Sheilagh Ogilvie Appointed Chichele Professor of Economic History

The Great Quadrangle of All Souls College and the Radcliffe Camera

The Oxford Centre for Economic and Social History is pleased to announce that Sheilagh Ogilvie has been appointed the eighth Chichele Professor of Economic History.

Professor Ogilvie is a world-leading expert on the economic history of early modern Europe, and her publications include A Bitter Living: Women, Markets, and Social Capital in Early Modern Germany (Oxford University Press, 2003), Institutions and European Trade: Merchant Guilds, 1000–1800 (Cambridge University Press, 2011), and most recently The European Guilds: An Economic Analysis (Princeton University Press, 2019). Her research has won the Ranki Prize from the Economic History Association, the Kuczynski Prize from the International Conference of Labour and Social History, and she has received research grants from the British Academy, the Leverhulme Trust, and the ESRC.
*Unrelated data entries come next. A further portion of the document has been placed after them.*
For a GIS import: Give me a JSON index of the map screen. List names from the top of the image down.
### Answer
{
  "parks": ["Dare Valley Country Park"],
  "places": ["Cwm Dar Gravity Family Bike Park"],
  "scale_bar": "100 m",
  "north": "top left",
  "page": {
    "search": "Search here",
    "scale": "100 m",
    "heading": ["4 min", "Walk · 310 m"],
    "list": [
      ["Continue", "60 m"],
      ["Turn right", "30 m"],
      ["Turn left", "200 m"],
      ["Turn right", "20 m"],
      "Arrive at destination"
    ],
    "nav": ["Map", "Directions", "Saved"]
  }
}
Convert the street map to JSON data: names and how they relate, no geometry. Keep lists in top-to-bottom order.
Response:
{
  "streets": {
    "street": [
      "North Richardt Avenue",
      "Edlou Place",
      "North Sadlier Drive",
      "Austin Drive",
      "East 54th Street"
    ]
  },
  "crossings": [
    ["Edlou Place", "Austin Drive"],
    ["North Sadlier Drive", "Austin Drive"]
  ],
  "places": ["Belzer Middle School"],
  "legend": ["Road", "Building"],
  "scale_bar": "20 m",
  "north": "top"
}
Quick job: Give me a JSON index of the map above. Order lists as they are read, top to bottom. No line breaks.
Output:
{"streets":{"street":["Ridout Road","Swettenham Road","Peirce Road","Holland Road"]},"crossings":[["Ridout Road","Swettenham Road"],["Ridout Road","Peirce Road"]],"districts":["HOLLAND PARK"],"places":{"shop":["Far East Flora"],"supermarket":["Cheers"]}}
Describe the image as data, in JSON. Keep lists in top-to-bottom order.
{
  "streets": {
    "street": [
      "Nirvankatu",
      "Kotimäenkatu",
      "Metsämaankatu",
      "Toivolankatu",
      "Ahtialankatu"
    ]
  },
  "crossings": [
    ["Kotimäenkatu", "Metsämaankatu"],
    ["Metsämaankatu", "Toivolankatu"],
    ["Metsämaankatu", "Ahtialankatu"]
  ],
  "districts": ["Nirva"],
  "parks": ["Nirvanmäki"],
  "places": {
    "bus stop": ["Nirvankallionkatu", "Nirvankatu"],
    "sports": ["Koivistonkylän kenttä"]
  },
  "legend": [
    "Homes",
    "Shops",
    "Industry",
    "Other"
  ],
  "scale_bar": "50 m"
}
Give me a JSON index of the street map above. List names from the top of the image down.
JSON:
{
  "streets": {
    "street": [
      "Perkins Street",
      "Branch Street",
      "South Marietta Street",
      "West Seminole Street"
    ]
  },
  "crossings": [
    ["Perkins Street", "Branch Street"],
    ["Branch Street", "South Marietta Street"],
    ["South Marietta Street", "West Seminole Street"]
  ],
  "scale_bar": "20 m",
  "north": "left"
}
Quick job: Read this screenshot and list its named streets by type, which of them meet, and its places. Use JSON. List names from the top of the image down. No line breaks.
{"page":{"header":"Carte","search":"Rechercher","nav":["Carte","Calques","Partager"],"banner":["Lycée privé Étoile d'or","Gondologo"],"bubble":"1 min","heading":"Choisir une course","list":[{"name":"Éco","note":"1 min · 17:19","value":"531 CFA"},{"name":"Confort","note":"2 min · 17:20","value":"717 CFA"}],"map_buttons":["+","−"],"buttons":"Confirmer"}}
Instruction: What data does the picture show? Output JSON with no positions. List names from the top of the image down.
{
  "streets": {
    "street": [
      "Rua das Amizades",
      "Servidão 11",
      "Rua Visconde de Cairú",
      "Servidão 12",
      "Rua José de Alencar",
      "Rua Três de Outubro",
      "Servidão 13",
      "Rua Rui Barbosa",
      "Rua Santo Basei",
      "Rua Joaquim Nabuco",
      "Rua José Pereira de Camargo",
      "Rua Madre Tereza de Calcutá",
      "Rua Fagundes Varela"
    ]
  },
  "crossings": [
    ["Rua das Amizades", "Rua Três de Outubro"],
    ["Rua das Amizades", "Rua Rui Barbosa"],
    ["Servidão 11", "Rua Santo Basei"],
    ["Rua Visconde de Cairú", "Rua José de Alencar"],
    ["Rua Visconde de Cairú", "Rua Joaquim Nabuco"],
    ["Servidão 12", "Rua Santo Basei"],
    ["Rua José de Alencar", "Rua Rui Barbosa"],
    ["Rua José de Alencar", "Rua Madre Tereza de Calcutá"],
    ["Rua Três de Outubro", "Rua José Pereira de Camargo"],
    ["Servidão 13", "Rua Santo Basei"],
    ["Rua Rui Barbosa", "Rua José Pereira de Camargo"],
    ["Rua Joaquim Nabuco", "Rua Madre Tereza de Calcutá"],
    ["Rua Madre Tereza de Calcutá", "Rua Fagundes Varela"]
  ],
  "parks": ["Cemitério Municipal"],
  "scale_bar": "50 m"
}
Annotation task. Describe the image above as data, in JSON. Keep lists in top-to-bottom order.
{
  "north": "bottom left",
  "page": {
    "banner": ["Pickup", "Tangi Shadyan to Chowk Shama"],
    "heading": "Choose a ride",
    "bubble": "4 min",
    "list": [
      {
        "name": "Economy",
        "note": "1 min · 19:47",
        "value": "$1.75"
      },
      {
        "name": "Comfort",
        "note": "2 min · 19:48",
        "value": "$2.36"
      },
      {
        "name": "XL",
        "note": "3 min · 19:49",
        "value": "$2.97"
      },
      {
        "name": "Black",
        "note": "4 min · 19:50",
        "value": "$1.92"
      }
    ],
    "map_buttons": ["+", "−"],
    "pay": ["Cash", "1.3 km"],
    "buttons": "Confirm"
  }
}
Professor Ogilvie is the first woman appointed to the Chichele Professorship of Economic History, and she will join the faculty at Oxford from September 2020. As part of her appointment, Professor Ogilvie will also become a Fellow of All Souls College. Professor Ogilvie joins us from the University of Cambridge, where she has taught since 1984, most recently as Professor of Economic History.

The Chichele Professorship is named in honor of Henry Chichele (1364–1443), Archbishop of Canterbury and founder of All Souls College. Past postholders have included H. J. Habakkuk and Charles Feinstein.